Task directions:
Copy out, from the data, each line containing the string "inset".

Dataset entries:
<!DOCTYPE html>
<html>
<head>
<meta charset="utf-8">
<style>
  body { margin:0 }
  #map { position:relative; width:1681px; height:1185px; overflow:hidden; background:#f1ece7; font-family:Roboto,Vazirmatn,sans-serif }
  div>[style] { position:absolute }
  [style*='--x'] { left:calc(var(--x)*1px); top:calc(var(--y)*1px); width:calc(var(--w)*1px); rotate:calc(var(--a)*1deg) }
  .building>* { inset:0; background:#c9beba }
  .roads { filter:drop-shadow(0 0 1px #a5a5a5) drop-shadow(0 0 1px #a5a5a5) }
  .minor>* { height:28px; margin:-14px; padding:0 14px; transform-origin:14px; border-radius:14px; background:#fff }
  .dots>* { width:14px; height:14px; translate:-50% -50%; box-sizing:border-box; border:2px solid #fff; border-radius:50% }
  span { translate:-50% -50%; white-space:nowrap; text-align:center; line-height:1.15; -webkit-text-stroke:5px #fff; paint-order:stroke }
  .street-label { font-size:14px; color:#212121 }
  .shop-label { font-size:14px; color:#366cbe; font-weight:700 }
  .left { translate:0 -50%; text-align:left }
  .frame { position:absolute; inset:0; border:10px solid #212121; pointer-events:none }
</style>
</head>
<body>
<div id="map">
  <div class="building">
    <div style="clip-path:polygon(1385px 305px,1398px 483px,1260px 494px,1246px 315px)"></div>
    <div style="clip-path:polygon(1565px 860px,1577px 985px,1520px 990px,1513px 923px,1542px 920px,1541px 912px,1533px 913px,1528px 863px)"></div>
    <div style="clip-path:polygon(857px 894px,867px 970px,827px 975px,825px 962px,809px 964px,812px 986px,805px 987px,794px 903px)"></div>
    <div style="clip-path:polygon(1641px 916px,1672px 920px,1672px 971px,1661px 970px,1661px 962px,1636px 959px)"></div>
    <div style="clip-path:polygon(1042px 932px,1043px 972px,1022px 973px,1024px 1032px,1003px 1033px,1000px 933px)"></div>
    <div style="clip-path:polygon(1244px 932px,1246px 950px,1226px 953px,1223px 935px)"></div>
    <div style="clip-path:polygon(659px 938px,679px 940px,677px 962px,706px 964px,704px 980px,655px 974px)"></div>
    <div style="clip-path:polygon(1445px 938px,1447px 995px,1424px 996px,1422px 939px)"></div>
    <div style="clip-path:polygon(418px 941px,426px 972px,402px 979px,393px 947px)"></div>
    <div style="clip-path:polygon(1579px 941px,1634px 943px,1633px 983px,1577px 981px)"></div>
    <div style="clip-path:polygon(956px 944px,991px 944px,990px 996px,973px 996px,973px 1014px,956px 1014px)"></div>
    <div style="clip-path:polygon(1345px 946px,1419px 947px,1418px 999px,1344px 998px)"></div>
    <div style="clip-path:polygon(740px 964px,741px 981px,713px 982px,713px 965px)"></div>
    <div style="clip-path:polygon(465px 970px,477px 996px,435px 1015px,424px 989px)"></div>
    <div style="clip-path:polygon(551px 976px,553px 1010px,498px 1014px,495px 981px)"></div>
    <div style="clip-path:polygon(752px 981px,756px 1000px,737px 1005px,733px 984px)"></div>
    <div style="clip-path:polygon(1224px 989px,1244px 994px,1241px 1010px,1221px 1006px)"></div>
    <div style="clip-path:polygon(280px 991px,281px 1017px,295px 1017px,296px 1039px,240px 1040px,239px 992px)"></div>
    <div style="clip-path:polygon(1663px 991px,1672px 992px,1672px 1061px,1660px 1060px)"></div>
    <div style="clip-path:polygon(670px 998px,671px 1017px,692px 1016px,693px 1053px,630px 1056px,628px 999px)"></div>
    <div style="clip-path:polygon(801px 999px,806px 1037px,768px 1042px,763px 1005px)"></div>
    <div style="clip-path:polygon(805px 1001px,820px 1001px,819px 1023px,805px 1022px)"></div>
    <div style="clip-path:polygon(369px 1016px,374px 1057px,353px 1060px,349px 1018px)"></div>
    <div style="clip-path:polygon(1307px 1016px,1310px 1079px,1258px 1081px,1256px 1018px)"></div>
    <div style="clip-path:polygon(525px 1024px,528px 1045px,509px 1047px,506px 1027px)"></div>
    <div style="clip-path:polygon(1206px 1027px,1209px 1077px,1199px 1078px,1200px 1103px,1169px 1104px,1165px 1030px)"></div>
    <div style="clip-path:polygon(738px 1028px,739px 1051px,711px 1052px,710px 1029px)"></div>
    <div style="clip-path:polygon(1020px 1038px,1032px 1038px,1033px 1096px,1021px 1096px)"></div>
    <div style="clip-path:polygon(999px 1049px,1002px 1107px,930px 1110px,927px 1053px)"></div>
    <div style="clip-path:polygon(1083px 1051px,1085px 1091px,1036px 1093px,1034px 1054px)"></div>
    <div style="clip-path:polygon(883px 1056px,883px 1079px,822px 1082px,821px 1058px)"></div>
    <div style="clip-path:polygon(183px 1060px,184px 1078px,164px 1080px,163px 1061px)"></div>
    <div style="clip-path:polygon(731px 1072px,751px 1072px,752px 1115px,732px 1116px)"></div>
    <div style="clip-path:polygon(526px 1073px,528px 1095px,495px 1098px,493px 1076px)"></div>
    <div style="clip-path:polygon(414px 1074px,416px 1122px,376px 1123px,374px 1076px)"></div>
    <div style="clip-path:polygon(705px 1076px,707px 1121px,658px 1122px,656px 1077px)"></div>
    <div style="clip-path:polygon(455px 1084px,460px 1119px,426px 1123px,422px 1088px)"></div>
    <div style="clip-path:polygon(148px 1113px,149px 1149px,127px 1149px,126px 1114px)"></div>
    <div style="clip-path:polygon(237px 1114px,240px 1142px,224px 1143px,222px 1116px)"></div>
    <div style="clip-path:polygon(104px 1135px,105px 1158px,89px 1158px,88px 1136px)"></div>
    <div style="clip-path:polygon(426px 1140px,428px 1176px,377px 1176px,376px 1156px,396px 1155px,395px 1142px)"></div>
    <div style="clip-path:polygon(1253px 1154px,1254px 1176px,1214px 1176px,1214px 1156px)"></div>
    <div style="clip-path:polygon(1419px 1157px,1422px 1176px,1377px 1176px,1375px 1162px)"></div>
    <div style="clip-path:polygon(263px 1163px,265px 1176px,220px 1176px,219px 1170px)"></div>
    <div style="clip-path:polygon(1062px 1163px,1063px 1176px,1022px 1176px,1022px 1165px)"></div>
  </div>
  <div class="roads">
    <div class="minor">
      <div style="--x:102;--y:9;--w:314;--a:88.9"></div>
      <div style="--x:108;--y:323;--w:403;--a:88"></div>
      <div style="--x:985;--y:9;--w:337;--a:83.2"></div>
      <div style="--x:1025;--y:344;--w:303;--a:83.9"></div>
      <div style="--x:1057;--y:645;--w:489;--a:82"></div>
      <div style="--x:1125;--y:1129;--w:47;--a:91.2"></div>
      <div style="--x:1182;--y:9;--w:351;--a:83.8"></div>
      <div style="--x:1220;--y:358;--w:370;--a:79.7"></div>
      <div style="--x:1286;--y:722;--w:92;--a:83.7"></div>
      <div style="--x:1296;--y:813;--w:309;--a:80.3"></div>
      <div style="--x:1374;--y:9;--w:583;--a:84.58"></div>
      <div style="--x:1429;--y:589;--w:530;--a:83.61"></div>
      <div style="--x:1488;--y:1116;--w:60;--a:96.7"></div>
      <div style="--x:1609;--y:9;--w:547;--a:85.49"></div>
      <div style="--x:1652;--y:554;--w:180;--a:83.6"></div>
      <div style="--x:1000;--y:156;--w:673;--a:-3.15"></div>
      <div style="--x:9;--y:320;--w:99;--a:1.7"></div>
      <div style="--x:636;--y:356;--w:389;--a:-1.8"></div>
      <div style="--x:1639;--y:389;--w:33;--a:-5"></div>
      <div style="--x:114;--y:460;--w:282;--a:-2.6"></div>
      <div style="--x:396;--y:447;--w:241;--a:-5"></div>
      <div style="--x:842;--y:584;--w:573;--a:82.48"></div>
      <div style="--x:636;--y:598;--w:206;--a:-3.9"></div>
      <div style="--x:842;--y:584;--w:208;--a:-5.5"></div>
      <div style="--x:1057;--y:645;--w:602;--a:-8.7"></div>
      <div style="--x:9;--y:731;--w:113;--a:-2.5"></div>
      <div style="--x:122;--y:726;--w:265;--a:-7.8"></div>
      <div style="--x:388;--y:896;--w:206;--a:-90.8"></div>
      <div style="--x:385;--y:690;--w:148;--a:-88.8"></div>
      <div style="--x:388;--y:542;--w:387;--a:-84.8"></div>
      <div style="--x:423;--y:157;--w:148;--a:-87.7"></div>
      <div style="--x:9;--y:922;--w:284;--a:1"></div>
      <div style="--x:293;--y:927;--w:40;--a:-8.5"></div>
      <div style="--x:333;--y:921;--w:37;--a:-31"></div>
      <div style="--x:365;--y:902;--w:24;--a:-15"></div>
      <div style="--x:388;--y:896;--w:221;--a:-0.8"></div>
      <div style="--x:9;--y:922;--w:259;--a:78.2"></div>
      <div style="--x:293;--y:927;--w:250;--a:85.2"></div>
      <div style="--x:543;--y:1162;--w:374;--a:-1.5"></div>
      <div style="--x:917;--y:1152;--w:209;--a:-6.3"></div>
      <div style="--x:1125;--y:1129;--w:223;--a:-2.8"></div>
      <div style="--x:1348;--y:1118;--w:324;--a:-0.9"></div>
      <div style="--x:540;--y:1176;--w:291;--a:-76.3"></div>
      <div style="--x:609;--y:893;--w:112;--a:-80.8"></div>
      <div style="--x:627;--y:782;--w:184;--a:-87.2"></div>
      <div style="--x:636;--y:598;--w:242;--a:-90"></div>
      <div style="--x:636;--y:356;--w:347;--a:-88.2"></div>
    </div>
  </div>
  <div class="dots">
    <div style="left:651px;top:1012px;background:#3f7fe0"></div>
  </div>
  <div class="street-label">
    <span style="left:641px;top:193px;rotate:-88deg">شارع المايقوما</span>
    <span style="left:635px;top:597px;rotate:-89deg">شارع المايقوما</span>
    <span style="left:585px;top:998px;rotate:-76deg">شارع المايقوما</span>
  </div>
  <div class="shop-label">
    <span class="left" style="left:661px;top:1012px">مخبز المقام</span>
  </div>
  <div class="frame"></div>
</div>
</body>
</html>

Solution to this problem:
  .building>* { inset:0; background:#c9beba }
  .frame { position:absolute; inset:0; border:10px solid #212121; pointer-events:none }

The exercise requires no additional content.